Look through the records below and collect all lines that hold the string "roads".

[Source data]
»»
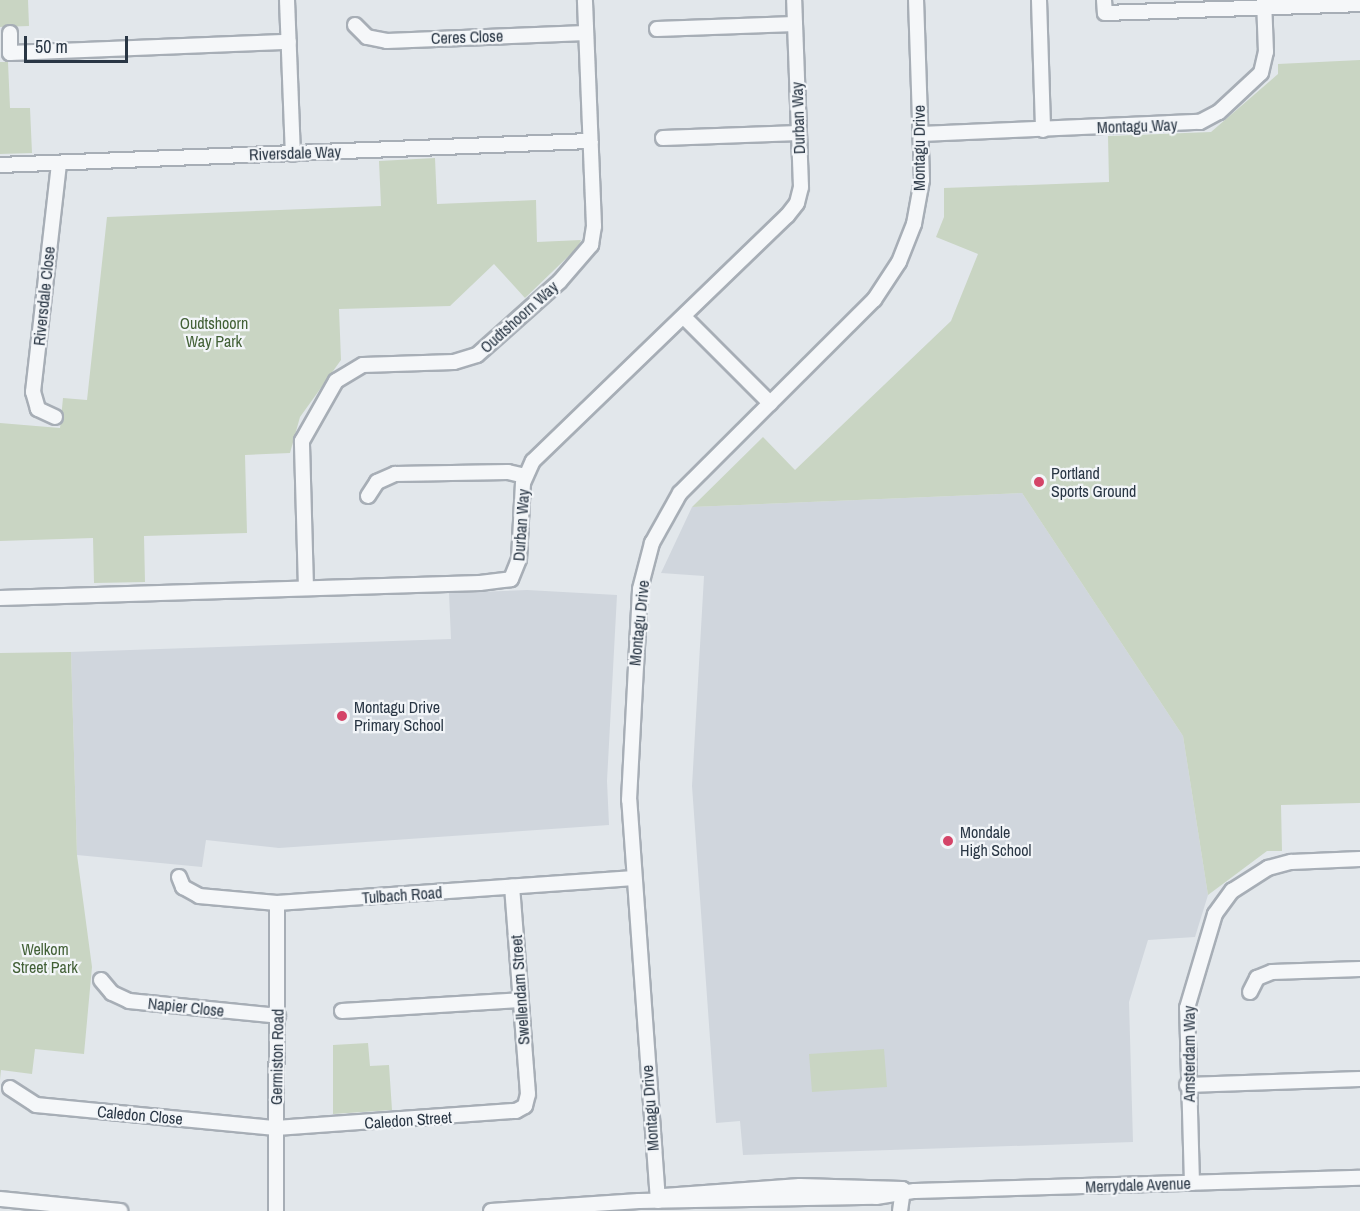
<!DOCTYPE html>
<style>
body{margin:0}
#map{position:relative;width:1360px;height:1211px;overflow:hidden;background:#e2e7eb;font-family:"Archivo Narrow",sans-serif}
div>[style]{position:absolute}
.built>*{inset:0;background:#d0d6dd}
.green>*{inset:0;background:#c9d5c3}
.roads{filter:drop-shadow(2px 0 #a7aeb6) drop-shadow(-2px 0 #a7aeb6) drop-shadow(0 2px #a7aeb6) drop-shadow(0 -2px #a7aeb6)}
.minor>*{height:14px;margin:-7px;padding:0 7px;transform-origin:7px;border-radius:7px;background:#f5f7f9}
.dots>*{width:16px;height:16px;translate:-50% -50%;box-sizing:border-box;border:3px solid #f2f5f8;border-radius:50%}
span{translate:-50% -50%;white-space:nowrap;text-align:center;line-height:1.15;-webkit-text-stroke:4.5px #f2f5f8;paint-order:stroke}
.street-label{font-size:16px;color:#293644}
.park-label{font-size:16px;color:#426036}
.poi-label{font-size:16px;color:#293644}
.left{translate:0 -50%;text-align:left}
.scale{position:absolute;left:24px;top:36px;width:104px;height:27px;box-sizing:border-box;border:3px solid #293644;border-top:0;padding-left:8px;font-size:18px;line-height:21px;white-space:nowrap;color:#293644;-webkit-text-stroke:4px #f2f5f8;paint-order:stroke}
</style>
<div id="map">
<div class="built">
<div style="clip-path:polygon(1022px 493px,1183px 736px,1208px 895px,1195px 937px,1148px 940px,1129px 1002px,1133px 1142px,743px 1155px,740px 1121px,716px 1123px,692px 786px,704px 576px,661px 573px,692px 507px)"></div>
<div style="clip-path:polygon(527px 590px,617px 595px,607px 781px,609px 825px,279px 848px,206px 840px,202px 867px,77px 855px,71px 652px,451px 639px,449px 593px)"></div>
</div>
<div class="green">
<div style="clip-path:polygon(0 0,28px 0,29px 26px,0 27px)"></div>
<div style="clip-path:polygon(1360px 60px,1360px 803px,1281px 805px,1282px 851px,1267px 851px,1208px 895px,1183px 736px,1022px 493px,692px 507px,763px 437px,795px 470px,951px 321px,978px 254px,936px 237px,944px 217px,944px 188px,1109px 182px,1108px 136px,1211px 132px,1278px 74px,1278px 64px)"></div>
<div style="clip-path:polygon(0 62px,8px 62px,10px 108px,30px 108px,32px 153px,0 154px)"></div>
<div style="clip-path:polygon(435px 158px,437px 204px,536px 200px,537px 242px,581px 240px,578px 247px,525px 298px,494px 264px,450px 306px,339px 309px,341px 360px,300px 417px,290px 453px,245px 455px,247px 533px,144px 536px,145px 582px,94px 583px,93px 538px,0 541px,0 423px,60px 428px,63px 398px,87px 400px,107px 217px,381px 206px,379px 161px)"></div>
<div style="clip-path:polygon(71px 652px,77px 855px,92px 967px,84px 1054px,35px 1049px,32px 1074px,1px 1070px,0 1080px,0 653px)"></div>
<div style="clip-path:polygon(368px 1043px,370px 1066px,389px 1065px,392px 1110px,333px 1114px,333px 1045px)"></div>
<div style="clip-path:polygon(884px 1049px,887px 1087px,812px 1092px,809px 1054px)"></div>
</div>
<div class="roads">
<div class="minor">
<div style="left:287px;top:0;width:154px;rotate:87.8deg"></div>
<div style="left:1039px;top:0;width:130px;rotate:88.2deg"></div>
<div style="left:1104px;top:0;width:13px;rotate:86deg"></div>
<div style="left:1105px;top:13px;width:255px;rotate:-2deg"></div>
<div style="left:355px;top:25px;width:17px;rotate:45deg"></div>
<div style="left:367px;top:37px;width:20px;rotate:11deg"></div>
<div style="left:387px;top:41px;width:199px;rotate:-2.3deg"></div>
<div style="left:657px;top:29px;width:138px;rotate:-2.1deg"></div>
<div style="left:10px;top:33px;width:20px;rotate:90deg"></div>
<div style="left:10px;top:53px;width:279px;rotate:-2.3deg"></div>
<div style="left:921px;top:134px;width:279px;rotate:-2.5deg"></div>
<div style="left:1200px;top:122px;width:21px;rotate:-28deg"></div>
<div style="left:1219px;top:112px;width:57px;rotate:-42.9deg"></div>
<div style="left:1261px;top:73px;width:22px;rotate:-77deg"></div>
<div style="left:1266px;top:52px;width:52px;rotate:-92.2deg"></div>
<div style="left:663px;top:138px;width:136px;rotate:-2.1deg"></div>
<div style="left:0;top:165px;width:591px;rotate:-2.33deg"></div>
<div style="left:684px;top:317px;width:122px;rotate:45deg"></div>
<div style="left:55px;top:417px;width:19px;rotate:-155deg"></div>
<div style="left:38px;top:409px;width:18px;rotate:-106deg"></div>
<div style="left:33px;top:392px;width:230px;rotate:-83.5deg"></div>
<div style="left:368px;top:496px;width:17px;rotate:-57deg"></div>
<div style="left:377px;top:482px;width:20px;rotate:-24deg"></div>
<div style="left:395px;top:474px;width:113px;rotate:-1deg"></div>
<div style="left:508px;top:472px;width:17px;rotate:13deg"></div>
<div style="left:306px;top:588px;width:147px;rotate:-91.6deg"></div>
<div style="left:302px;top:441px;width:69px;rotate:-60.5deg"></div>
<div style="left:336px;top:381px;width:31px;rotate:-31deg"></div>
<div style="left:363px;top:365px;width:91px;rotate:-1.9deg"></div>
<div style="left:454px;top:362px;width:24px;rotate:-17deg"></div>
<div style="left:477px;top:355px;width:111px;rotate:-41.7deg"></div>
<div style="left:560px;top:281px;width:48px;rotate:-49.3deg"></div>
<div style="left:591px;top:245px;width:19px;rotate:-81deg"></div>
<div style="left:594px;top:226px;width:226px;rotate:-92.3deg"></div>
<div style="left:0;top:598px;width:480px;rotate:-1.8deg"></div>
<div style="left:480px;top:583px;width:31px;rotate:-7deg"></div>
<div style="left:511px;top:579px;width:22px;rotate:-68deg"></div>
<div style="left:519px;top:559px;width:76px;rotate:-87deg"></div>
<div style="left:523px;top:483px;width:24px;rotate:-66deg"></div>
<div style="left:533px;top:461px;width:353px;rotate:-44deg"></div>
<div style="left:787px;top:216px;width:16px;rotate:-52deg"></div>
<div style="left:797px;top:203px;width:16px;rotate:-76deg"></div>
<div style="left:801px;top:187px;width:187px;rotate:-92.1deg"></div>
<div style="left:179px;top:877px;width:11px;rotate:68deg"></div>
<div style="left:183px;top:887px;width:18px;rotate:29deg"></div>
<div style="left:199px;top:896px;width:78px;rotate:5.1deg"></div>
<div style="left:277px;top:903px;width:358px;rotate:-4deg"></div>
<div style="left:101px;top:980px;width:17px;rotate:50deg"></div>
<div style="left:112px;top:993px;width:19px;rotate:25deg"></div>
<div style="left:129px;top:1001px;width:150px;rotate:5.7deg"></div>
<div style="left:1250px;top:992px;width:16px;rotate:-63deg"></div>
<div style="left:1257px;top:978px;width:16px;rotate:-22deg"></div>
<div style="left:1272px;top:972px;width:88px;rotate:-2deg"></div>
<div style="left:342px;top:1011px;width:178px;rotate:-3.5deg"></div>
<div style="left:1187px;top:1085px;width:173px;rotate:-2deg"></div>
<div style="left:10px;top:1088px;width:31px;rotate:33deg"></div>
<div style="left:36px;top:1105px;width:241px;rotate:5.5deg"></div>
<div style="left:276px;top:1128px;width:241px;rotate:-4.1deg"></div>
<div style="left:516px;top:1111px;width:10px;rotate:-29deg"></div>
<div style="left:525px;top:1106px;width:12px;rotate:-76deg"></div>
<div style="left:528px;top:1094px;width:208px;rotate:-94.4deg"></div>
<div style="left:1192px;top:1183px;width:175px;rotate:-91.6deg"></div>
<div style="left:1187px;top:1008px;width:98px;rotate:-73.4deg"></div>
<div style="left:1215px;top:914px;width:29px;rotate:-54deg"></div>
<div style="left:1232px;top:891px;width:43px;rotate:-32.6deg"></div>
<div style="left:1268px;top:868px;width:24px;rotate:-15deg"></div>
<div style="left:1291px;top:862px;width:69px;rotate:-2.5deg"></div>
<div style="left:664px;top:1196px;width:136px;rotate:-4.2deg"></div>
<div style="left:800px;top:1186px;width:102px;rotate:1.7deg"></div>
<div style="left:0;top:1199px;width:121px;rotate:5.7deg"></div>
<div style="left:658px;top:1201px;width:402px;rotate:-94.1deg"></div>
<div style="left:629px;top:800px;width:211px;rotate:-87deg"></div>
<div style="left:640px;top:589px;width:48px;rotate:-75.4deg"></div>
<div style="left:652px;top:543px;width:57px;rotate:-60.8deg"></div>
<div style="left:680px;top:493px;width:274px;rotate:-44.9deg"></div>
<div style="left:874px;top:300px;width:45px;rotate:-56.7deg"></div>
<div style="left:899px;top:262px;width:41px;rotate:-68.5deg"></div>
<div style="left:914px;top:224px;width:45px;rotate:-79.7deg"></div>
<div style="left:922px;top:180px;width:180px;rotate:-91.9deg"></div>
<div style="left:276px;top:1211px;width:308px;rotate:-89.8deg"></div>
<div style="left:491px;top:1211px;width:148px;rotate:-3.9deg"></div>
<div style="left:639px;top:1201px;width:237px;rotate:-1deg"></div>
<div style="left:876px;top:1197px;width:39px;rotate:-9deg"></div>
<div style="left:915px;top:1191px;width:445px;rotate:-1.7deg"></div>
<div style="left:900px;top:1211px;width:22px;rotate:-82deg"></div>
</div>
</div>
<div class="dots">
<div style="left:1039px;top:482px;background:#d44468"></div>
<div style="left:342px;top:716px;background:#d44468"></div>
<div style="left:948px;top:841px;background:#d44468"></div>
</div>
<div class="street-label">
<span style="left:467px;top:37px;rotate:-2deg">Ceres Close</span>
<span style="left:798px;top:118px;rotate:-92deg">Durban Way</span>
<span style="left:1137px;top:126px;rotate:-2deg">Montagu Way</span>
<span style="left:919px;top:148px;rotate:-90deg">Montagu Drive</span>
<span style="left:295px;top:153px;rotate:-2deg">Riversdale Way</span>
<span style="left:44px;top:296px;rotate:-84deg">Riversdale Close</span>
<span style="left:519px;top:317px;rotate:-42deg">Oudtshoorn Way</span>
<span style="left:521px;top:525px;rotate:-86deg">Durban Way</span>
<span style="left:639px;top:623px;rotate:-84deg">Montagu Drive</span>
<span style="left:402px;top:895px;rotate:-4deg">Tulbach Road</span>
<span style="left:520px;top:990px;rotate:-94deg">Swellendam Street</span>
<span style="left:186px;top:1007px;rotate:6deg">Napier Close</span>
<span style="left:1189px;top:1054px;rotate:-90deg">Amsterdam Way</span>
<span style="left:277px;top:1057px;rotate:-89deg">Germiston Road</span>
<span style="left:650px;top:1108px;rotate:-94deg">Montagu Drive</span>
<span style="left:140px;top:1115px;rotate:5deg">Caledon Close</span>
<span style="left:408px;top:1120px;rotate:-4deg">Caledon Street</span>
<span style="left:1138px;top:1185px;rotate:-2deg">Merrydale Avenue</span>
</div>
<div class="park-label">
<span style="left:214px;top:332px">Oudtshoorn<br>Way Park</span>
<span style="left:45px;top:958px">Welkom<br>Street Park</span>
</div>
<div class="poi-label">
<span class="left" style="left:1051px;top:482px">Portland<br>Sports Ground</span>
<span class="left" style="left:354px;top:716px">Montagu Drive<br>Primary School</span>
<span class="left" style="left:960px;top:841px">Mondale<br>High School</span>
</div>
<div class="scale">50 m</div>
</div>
««
**Expected answer**
.roads{filter:drop-shadow(2px 0 #a7aeb6) drop-shadow(-2px 0 #a7aeb6) drop-shadow(0 2px #a7aeb6) drop-shadow(0 -2px #a7aeb6)}
<div class="roads">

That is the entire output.